Domki. Zaczęło się od jednego, przypadkowego rysunku. Nie dlatego, że jestem fanką architektury i architektem, ale coś w tych kilku kreskach jest magicznego. Zanim jednak doszło do tego spotkania zdarzyło się co innego …

skandynawski_kubek_na_prezent_17

Wydawało mi się, że jestem jak płyta winylowa, która kręci się w kółko i codziennie jest tylko obracana na drugą stronę … i tak od początku. Wstaję rano, wychodzę do pracy, wracam późnym wieczorem, od razu wpadam w domowe obowiązki i zasypiam przy książce lub oglądając film. Nie chciałam, za rok, odpowiedzieć sobie na pytanie: „jak minęło Ci ostatnie 12 miesięcy?” no własnie … „jak?”. Kto z Was popadł w taką rutynę i nie może się uwolnić? Pewnie kilka łapek podniosło się do góry. To był dla mnie kluczowy moment na postawienie sobie nowego wyzwania. Jak?

  • szukałam zajęcia, które pomoże mi „zwolnić”, a szczególnie znaleźć moment dla siebie i odpoczynek po powrocie z pracy
  • musiało być to coś, co pozwala mi się skupić i oderwać od rzeczywistości, innymi słowy: odpłynąć
  • czynność tą, chciałam móc wykonywać nie tylko w domu, czasem znajduję się w innym miejscu niż dom i chcę też mieć do niej łatwy dostęp

Niektórzy potrafią „odpłynąć” przygotowując sobie gorącą kąpiel, inni idąc na masaż, a ja jak się okazuje: odpływam piekąc ciasto, przygotowując kolację lub … rysując. Postanowiłam, że:

„w ciągu kolejnych 100 dni narysuję 100 domków”

Aby śledzić postępy i wytrwać te nieco ponad 3 miesiące, postanowiłam, że każdy domek będę fotografować i wrzucać na konto na Instagramie. W ten sposób zobowiązałam się przed innymi, że codziennie zaprezentuje im nowy domek, a przed sobą: że nie mogę zawieźć moich widzów. Co ciekawe, nie spodziewałam się takiego efektu i odzewu z drugiej strony, gdy mój projekt ruszył. Okazało się, że kibiców przybywa, moja motywacja rośnie, a co rusz otwierają się kolejne furtki z nowymi pomysłami i motywacjami.

… tak to się zaczęło

Ciąg dalszy historii … już niebawem, teraz coś dla Ciebie z mojego doświadczenia

Jakiś czas temu moja koleżanka szła na dłuższy urlop. W ostatnim dniu pracy bardzo mocno to przeżywała, bo: „co ona będzie robić w domu poza pracą?”. Bardzo mnie to przeraziło, bo ja mam całą listę rzeczy, które chciałabym spróbować, będąc na dłuższym urlopie. Jednak później uświadomiłam sobie, że jest wielu takich ludzi, którzy całe swoje życie poświęcają pracy i nie mają takiego szczęścia, aby odkryć swoje pasje. Dzięki wykonywaniu czegoś, co lubimy, napełniamy się pozytywną energią, którą możemy użyć w ciągu dnia, albo może przerodzić się to w długotrwałą pasję.
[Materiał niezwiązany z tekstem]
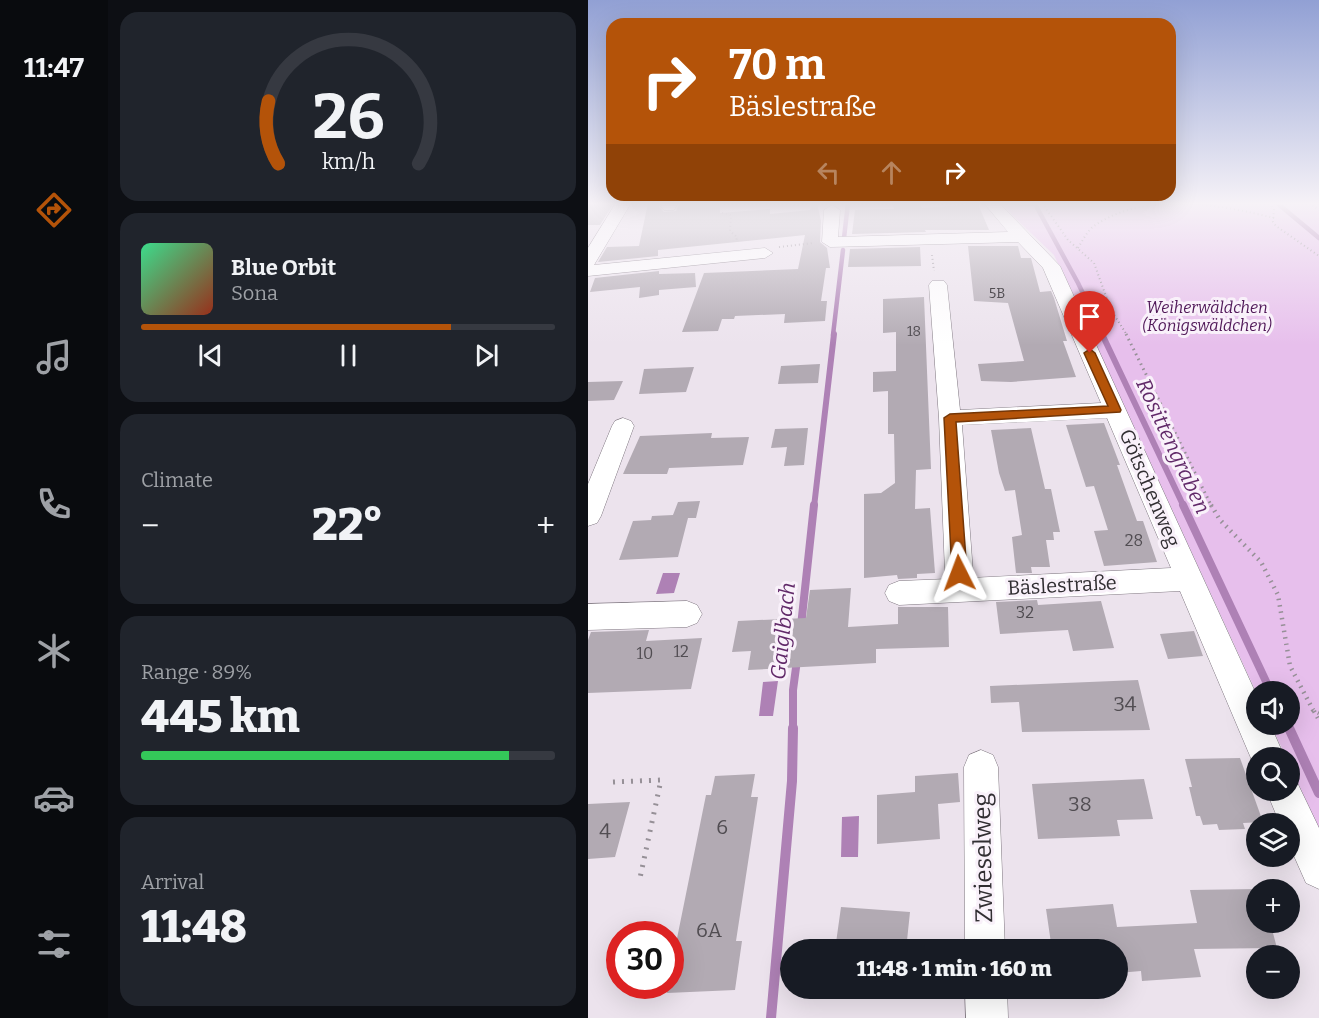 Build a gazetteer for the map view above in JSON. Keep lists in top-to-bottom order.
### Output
{
  "streets": {
    "street": ["Götschenweg", "Bäslestraße", "Zwieselweg"]
  },
  "crossings": [
    ["Götschenweg", "Bäslestraße"]
  ],
  "water": ["Rosittengraben", "Gaiglbach"],
  "parks": ["Weiherwäldchen (Königswäldchen)"],
  "house_numbers": [
    "5B",
    "18",
    "28",
    "32",
    "12",
    "10",
    "34",
    "38",
    "6",
    "4",
    "6A"
  ],
  "page": {
    "tabs": "11:47",
    "turn": ["70 m", "Bäslestraße"],
    "song": ["Blue Orbit", "Sona"],
    "tile": [
      "Climate",
      ["Range · 89%", "445 km"],
      ["Arrival", "11:48"]
    ],
    "heat": ["−", "22°", "+"],
    "map_buttons": ["+", "−"],
    "limit": "30",
    "trip": "11:48 · 1 min · 160 m",
    "gauge": ["26", "km/h"]
  }
}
COŚ DLA CIEBIE z m o j e g o d o ś w i a d c z e n i a

Odkryj swoją pasję i wykorzystaj ją w wolnej chwili, jako przerywnik. Może lubisz szydełkować? A może nauka słówek sprawia Ci przyjemność? Czy też ozdabianie kanapek, które później w towarzystwie zjesz na kolację, w zamian dodatkowo zaskoczysz i pewnie dostaniesz pochwałę. Znajdź czynność, która nie zajmuje dużo czasu, a która skupi Twoją uwagę tylko na sobie. W ten sposób oderwiesz się od codziennej rutyny napełnisz energią.

Jak spędzasz swój wolny czas? Czy masz jakieś pasje? Czy możesz rozwijać te pasje? Czy Twoje pasje mogą stać się czymś więcej niż pasja?